From next month insurance for a mother, father and their two children is to increase 15pc, or €27.60 a month, the company revealed.
The huge hikes will heap further pressure on cash-strapped families already counting the cost of tax hikes and child benefit cuts announced in the Budget.
Premiums for other plans could see increases as high as 45pc.
Jimmy Tolan, Vhi Healthcare chief executive, said the company was losing €170m a year because it holds a larger proportion of older customers more in need of care than other insurers.
"We anticipate that our customers will require 10pc more healthcare in 2011 compared to 2010," he said.
"Today's price increase is necessary to provide healthcare cover for all of our customers."
The Vhi lost about 48,000 customers in the last year.
Vhi said 60pc of its customers will see the cost of their premium increase by 15pc when their policy is due for renewal.
Other tailored and more specialist plans, such as Plan B and Plan B options popular among older customers, will rise by 35pc and 45pc.
The cash hit facing Vhi patients looks like this:
- An adult on Plan B faces hikes of €317 to €1,224
- Plan B Options by €444 to €1,430 from February 1
- Families on the Parents & Kids plan, the most popular family cover, will see premiums increase by 15pc or approximately €331 a year.
James Reilly, Fine Gael health spokesman, said the Vhi had failed after 50 years in business to control health costs in Ireland.

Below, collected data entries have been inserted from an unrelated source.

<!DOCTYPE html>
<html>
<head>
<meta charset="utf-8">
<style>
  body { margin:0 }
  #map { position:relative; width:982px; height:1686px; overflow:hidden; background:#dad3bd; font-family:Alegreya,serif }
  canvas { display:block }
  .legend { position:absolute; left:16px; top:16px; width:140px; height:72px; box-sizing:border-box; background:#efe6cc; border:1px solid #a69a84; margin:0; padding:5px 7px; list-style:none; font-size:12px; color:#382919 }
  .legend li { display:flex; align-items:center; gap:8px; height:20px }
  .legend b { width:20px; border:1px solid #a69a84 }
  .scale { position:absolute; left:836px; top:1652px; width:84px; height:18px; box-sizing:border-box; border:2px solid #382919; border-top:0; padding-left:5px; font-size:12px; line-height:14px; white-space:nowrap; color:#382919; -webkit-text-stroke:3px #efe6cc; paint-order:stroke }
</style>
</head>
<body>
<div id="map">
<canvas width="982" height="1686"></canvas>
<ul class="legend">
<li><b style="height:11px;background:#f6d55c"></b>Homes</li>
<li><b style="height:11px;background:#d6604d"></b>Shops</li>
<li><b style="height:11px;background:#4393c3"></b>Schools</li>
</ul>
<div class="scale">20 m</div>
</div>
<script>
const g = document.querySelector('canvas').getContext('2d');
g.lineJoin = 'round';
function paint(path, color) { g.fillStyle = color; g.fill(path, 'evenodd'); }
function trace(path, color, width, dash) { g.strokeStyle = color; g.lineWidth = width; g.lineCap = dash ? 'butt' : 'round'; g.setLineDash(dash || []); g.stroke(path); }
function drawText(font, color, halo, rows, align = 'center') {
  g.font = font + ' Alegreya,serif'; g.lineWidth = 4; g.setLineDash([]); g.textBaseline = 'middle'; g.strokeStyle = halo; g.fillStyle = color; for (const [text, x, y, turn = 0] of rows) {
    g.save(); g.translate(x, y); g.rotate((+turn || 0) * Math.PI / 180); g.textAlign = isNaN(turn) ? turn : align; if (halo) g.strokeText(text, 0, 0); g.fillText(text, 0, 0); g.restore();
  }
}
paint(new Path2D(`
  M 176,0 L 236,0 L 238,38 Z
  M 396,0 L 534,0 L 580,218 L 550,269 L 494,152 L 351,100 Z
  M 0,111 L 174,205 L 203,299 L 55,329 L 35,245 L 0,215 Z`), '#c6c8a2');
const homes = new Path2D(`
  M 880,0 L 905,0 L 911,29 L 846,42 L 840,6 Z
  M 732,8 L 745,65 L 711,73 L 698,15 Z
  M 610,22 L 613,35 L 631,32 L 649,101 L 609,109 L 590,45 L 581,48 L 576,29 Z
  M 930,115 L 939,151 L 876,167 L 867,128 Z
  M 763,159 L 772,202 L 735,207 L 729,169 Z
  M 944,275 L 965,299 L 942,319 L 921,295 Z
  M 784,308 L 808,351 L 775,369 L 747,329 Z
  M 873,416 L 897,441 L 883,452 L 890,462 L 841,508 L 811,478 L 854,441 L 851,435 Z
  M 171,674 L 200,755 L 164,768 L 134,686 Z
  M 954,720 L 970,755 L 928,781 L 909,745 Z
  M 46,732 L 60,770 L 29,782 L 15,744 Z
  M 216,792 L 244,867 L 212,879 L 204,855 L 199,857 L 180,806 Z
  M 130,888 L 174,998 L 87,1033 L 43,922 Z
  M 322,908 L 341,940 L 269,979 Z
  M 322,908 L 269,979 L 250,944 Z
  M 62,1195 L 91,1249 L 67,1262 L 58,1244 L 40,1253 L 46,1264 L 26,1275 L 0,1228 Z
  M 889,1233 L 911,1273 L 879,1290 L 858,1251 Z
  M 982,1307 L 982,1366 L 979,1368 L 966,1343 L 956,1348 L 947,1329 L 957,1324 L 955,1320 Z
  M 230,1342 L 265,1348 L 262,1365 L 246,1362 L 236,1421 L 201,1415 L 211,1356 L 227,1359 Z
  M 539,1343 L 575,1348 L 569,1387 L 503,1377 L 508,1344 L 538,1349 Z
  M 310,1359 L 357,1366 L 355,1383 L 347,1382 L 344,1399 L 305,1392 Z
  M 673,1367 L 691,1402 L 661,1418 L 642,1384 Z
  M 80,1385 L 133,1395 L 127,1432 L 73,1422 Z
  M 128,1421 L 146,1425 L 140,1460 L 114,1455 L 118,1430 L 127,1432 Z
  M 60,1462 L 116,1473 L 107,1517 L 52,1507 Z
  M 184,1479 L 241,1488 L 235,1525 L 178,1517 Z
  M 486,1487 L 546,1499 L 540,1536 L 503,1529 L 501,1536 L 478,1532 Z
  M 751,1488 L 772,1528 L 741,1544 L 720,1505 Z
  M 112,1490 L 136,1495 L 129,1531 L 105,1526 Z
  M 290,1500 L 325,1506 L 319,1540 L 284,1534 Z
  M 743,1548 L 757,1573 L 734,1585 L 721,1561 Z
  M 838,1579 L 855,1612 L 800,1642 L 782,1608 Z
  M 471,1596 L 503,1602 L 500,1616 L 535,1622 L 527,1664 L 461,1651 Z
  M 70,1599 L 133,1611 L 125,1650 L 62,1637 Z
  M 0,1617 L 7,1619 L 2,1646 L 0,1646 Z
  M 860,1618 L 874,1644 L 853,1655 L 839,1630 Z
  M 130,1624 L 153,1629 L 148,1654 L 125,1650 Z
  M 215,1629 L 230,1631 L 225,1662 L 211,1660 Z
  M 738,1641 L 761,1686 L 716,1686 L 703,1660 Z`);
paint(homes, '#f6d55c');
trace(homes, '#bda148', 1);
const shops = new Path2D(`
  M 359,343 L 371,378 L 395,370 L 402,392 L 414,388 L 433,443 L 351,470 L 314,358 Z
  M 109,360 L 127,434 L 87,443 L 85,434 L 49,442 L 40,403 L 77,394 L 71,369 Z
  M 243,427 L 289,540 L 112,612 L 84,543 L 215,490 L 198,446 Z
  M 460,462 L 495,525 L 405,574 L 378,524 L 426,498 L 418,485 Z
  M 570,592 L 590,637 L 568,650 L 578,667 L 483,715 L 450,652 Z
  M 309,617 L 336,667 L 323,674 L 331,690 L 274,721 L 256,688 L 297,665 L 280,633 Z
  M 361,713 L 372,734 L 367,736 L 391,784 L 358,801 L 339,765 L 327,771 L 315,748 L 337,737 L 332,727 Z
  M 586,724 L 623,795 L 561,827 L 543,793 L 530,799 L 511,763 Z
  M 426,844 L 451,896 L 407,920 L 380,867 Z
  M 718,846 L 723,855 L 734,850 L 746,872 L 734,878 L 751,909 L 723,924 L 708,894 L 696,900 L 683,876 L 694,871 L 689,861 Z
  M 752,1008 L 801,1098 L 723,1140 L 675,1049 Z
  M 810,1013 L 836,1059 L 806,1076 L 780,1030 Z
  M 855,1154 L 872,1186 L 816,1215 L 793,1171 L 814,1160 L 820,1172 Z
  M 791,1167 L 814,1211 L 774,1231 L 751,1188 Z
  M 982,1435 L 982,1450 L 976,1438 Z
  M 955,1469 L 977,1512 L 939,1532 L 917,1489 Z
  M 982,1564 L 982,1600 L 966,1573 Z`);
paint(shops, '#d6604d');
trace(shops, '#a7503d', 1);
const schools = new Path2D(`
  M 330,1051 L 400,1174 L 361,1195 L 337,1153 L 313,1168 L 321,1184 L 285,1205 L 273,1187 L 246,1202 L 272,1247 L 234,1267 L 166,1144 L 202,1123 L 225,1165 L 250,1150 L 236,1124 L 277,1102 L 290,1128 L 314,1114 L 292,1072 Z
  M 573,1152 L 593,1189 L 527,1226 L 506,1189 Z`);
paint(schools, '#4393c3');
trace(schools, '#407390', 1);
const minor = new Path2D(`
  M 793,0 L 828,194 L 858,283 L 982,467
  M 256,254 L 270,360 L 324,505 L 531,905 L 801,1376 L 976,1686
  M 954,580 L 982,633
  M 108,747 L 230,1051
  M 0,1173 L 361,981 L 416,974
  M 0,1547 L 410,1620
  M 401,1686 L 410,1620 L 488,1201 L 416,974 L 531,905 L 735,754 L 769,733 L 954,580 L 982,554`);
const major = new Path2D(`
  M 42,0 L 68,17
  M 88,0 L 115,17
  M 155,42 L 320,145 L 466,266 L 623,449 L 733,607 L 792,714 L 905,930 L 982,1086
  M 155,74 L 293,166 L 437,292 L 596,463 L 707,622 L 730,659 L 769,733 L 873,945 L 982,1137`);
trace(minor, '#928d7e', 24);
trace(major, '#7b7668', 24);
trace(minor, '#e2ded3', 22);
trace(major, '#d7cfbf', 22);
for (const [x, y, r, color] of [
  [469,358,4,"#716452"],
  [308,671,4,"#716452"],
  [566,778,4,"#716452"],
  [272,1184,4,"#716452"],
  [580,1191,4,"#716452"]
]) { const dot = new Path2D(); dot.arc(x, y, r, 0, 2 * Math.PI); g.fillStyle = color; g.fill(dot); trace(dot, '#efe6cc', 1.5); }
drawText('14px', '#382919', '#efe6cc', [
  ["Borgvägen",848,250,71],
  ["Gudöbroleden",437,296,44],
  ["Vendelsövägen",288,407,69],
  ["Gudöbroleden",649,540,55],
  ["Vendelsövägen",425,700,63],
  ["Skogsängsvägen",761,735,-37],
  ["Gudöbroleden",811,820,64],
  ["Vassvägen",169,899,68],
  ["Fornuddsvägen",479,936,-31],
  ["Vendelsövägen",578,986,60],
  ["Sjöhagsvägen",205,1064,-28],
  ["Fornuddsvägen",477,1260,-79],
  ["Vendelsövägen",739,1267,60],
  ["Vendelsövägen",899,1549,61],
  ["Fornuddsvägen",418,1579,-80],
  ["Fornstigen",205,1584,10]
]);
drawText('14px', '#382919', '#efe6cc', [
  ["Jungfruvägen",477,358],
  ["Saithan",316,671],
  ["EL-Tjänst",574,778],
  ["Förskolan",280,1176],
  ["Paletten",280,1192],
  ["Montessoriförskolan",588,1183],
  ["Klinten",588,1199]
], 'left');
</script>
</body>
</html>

"Just as the full impact of Budget 2011 is hitting pay packets and the children's allowance has been slashed, families are now being asked to pay for the cost of recapitalising the Vhi after years of Government inaction," he said.
"The Vhi has hiked its premiums for the third year in a row, this time by 45pc on some policies, on top of a 48pc increase imposed over the last four years."
Jan O'Sullivan, Labour's health spokesman, said the price hikes will force more people to give up private healthcare cover.
"These increases will lead to a situation where many policy holders will reduce or drop their health cover, placing yet more pressure on the public health system," Ms O'Sullivan said.
"For years we have had to suffer the consequences of a dysfunctional healthcare system and now it seems we have an increasingly dysfunctional health insurance system."